### Work instructions
Whenever a line in the records below holds the string "labels", copy it out.

### Records
+ + + + + + +

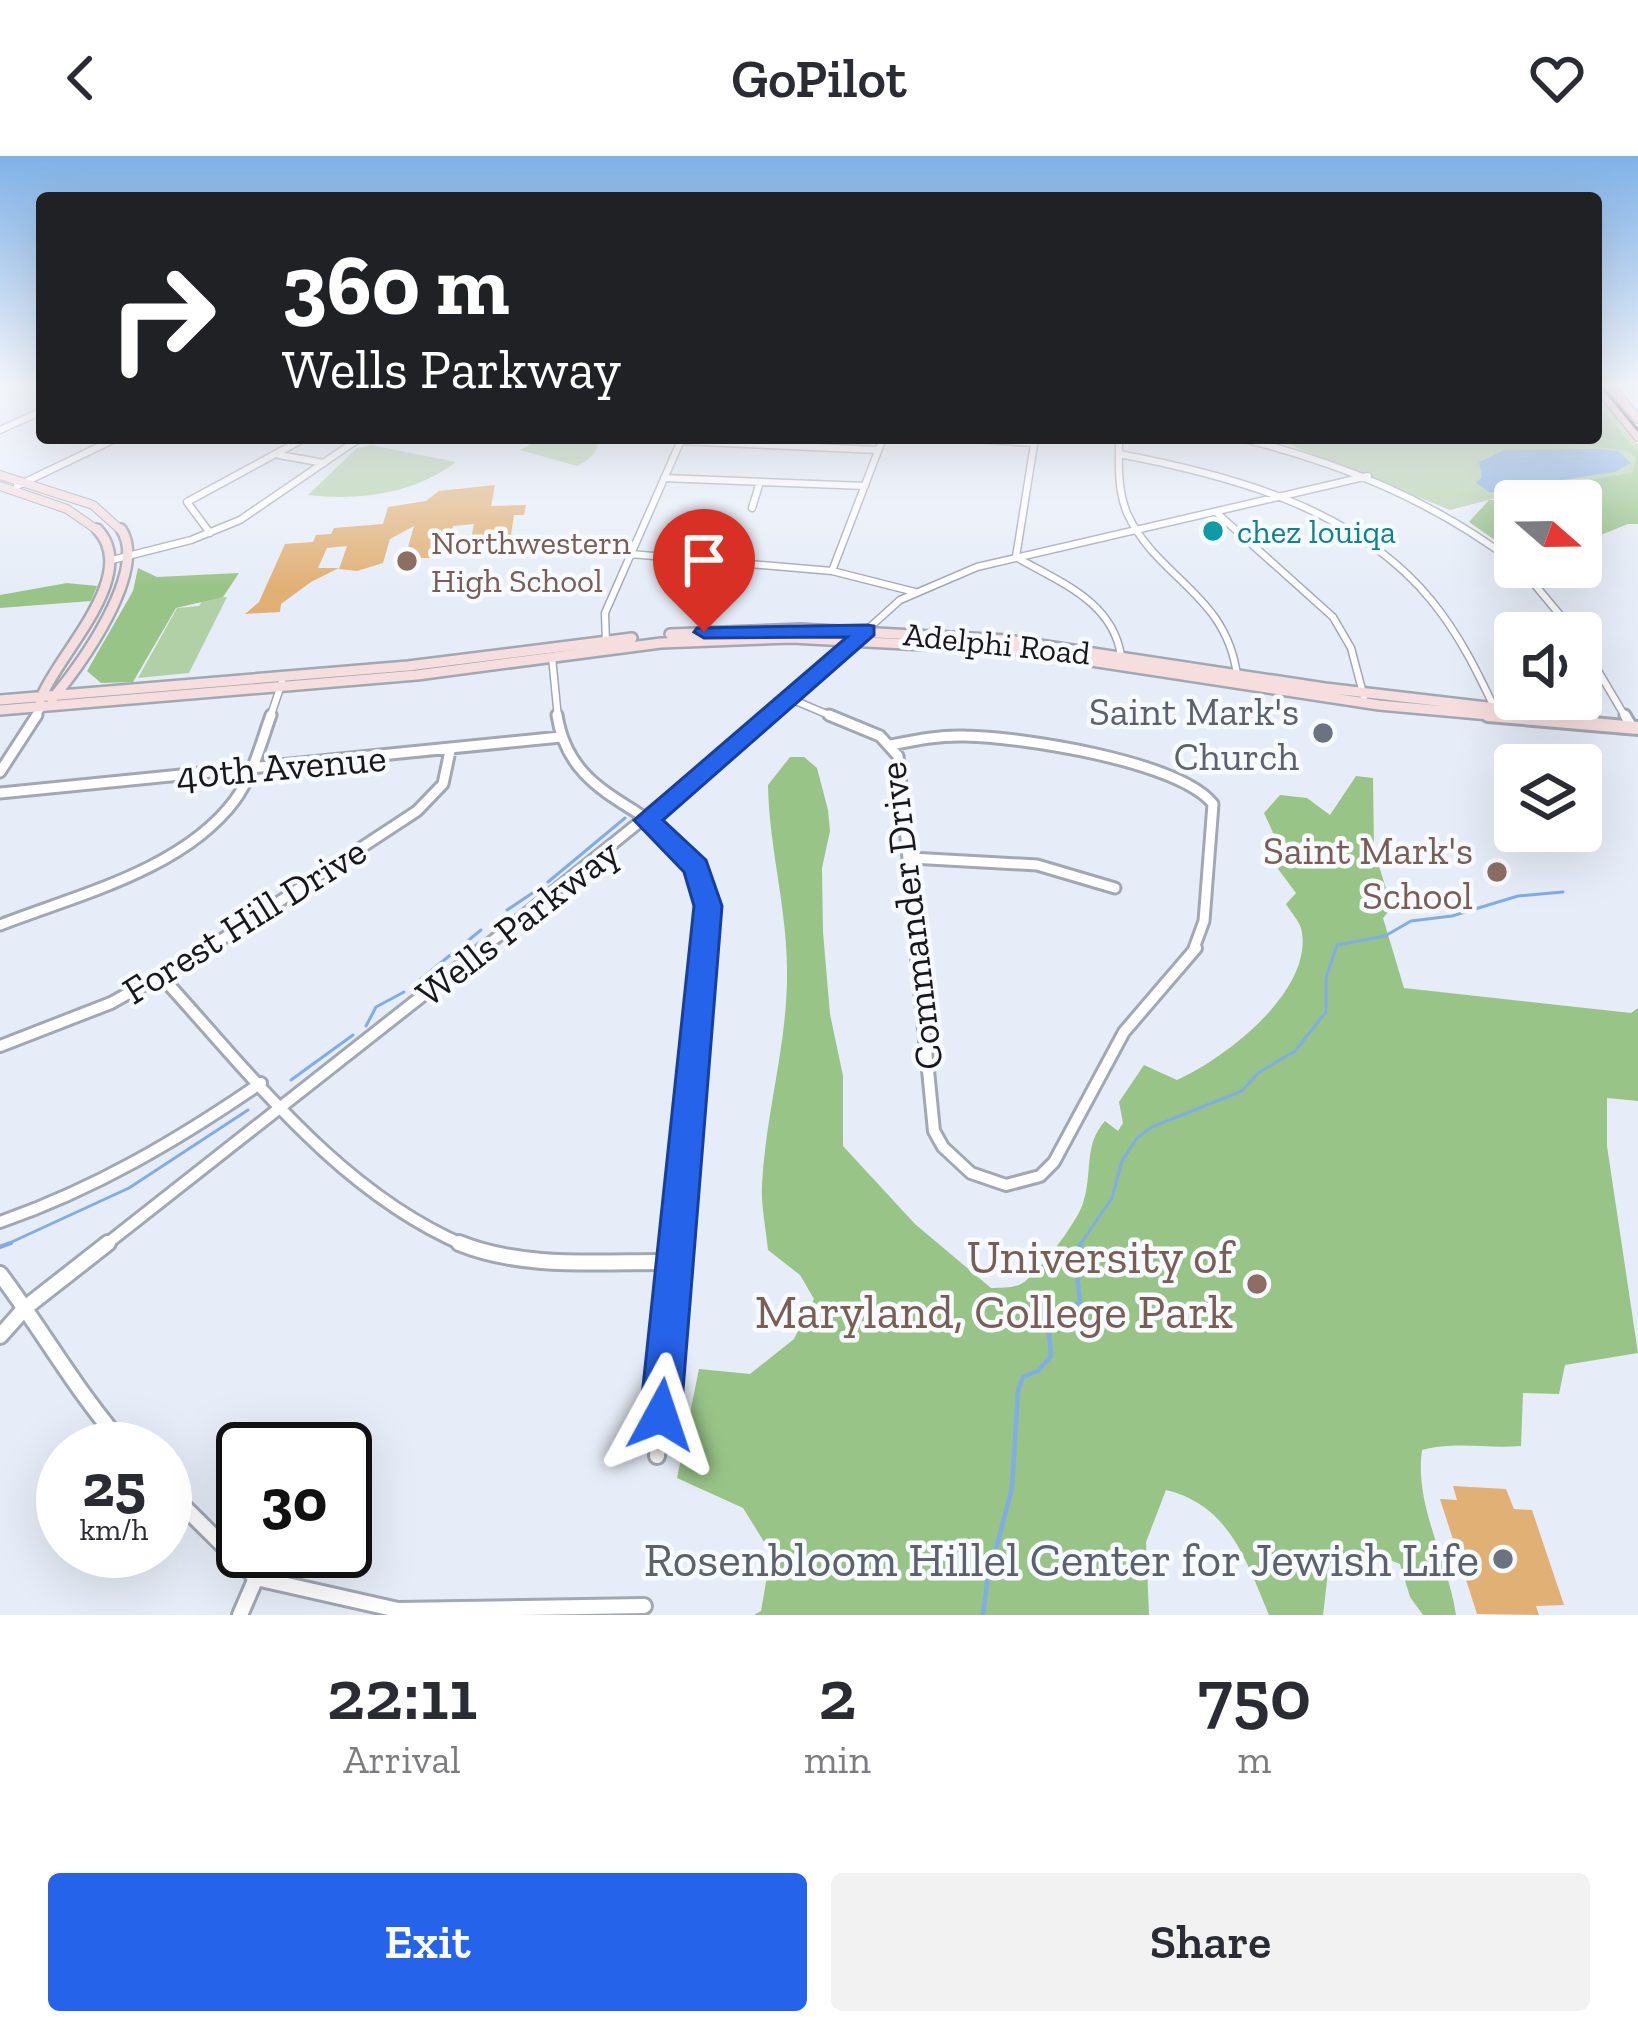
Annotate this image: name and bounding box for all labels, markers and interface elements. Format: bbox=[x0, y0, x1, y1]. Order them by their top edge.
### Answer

+ + + + + + +

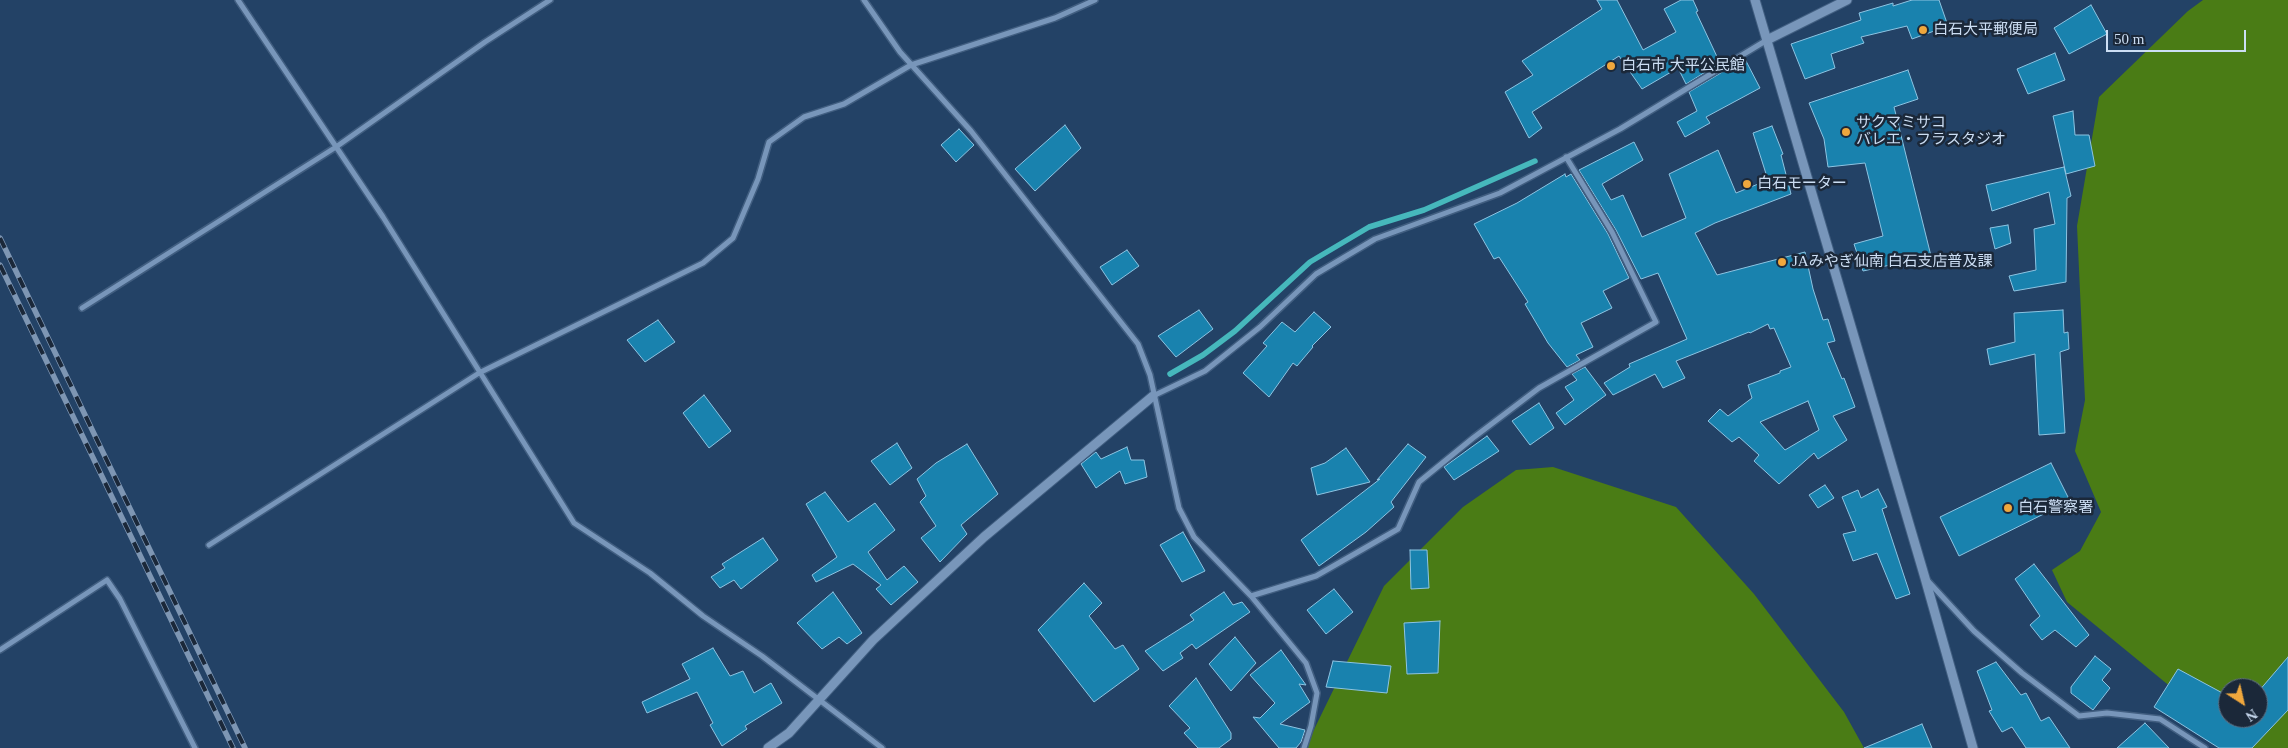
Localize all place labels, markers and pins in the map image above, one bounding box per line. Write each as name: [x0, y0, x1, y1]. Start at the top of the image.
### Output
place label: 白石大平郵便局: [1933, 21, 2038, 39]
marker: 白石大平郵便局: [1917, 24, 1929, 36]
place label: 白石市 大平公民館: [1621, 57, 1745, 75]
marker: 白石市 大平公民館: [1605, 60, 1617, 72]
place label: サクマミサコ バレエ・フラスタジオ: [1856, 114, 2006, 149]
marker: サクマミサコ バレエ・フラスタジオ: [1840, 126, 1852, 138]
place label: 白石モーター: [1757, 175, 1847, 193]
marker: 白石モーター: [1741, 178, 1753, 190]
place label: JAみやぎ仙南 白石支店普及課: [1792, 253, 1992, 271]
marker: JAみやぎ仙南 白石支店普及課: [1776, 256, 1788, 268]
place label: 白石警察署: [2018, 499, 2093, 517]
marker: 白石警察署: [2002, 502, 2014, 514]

+ + + + + + +

### Finished task
Annotate this image: name and bounding box for all labels, markers and interface elements. Format: bbox=[x0, y0, x1, y1]. Order them by their top edge.
Localize all place labels, markers and pins in the map image above, one bounding box per line. Write each as name: [x0, y0, x1, y1]. Start at the top of the image.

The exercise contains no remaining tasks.